Austere, 75-year-old auteur Michael Haneke might not seem the most obvious choice to comment on the current landscape of live streaming and democratic video, but he proves himself a master of all forms of visual storytelling with his latest bitterly funny film Happy End.
Following his innovative use of CCTV and home video in Hidden, 12 years ago, he adapts to this modern age without judgment or condescension. The film opens with a live video shot by Eve (Harduin) of her mother getting ready for bed, and in his hands it’s simply a realistic way to tell the young girl’s story. Text messages flicking over a vertical video screen may disgust purists, but they are inarguably effective at conveying her emotions and relationship with her mother.

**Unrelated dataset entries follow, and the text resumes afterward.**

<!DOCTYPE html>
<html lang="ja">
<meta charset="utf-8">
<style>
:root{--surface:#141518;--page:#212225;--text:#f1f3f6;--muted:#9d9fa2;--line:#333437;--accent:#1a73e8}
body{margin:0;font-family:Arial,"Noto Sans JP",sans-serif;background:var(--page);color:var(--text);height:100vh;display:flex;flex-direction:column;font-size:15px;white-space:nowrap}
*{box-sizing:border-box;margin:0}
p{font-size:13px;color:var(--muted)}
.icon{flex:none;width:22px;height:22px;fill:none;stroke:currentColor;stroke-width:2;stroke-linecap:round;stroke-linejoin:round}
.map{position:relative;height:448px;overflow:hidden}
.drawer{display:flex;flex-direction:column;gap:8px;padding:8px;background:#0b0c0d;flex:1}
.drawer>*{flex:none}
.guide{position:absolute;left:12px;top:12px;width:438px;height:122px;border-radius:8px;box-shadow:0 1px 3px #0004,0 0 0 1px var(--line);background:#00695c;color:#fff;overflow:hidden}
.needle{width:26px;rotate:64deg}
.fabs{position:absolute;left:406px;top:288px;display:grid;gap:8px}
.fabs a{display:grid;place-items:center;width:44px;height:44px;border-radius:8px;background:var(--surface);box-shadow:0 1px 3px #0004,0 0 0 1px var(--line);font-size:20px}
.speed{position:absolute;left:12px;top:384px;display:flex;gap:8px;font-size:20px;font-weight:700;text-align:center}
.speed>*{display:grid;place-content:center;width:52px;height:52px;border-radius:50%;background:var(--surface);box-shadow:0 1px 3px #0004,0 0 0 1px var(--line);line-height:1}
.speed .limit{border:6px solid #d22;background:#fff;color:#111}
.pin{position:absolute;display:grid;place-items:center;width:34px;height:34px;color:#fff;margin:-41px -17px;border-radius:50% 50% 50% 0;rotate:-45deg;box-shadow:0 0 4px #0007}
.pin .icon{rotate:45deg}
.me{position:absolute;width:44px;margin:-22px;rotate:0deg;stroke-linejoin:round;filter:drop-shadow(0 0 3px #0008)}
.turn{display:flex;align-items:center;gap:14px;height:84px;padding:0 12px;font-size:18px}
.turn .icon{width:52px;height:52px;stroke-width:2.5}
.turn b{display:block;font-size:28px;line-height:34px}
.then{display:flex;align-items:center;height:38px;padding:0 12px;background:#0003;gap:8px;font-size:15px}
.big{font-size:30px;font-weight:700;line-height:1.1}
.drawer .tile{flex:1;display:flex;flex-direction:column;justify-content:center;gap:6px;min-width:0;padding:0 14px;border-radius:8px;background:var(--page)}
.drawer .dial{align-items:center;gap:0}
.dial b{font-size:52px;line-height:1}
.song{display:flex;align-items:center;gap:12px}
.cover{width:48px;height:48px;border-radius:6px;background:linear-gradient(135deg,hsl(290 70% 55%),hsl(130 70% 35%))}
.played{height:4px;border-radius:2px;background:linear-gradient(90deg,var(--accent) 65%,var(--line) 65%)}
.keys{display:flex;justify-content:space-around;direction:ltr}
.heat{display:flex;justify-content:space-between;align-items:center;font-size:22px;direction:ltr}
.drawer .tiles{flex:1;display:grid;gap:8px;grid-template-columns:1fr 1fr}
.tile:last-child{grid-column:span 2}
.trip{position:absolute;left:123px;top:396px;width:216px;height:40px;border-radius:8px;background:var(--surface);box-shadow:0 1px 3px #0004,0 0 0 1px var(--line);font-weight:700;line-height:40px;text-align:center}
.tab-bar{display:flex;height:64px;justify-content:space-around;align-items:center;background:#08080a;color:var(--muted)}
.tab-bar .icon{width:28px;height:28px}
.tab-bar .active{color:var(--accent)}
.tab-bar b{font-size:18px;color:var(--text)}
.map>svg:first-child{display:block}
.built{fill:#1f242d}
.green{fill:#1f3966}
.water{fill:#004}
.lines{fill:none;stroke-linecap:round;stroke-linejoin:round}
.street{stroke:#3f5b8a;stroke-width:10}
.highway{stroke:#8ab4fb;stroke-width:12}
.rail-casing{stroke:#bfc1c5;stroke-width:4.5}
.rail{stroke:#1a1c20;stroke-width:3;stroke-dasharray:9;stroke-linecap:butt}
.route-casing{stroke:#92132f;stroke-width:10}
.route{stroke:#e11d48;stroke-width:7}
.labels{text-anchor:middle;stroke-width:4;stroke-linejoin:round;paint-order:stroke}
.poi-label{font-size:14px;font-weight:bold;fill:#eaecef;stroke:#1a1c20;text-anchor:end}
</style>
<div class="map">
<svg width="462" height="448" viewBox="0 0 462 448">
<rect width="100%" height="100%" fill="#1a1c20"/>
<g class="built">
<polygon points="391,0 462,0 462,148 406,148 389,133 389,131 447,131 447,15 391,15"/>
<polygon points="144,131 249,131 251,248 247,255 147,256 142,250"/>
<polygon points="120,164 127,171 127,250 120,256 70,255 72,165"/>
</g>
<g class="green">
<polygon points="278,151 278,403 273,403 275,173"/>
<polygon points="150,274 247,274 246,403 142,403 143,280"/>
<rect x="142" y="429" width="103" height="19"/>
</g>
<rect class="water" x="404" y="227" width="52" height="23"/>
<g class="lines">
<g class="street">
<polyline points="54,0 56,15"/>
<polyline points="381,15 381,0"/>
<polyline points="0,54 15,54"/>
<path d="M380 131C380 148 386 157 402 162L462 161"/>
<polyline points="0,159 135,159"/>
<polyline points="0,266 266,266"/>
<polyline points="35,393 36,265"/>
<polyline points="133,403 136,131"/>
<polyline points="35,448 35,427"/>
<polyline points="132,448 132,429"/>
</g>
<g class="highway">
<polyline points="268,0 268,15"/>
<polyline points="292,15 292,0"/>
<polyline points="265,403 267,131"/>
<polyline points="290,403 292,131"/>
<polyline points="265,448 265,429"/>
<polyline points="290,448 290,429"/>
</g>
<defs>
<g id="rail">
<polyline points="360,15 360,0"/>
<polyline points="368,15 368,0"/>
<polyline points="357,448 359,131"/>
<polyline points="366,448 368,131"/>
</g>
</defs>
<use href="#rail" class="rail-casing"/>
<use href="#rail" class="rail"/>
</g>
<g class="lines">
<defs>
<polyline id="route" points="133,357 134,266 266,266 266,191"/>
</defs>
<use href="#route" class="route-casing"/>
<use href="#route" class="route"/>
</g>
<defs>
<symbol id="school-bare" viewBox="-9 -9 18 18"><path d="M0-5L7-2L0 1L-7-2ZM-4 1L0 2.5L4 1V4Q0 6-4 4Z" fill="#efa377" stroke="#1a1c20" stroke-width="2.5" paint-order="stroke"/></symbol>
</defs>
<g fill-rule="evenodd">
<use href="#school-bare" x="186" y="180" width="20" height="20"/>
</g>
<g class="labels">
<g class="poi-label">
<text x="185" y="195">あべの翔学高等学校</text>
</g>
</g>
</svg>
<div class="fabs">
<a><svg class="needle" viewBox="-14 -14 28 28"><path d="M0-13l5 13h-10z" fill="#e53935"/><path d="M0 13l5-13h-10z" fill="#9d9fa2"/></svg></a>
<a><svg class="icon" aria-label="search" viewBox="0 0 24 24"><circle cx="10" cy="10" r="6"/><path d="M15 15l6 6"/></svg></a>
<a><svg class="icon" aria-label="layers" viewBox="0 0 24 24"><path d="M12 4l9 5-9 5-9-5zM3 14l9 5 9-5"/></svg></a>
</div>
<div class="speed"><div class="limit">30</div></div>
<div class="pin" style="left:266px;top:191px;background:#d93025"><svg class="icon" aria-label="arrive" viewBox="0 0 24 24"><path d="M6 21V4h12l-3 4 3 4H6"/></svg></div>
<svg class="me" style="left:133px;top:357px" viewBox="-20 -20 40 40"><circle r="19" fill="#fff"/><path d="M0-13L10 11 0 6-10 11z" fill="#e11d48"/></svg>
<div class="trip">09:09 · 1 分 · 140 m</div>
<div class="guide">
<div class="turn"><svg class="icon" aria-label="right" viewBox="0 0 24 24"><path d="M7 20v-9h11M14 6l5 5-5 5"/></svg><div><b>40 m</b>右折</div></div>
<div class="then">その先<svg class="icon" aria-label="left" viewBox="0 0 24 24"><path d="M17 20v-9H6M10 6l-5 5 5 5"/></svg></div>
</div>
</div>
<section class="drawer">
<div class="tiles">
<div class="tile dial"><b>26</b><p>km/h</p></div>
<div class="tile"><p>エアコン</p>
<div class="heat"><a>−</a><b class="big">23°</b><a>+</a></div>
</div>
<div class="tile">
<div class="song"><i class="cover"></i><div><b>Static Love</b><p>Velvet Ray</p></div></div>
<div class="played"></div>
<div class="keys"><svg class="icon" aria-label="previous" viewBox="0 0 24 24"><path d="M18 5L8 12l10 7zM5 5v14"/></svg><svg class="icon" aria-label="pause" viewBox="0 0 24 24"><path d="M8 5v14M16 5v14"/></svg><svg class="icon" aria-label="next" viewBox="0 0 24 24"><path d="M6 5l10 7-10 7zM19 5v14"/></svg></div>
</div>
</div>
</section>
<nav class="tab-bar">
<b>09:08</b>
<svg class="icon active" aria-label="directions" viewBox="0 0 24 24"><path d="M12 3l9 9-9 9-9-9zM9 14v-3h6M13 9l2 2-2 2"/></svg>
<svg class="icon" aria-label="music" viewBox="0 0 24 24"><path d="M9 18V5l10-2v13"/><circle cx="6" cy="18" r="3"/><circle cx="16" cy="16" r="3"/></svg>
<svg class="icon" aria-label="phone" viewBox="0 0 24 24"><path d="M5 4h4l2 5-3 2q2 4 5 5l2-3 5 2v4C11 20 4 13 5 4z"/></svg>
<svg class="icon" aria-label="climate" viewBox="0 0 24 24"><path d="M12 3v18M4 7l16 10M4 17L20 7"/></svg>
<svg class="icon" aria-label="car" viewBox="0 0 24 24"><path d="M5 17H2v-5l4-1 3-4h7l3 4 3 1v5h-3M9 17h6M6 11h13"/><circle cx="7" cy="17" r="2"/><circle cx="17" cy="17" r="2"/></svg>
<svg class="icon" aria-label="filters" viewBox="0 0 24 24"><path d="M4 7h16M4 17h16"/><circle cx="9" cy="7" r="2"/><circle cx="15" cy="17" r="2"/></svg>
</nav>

It’s remarkable how many of our conversations nowadays happen on screens rather than face to face or on the phone. Haneke seamlessly adapts to this new form of dialogue, remaining faithful to real life without any hint of gimmickry.
And it’s a fascinating story at that, filled with a rich cast of characters who are played by a brilliant ensemble cast. If no one quite steals the show it’s testament to Haneke’s emotionally intelligent script that lends sympathy and interest to every facet of this unusual family unit. Trintignant is droll and profound as the family patriarch, Kassovitz is sharp and slippery as lovelorn doctor Thomas, Rogowski (and his amazing karaoke scene) is thrilling to watch as the alcoholic Pierre, and Huppert ties everything together with a strong, spirited performance.
Haneke is incapable of shooting a dull scene, and the debates his work prompts are always intriguing. Happy End is no different, offering a complex examination of how we live and end our lives – including the most outrageous final shot in the last decade.
CAST: Isabelle Huppert, Toby Jones, Mathieu Kassovitz, Jean-Louis Trintignant, Franz Rogowski
DIRECTOR: Michael Haneke
WRITER: Michael Haneke
SYNOPSIS: A drama about a family in Calais with the European refugee crisis as the backdrop.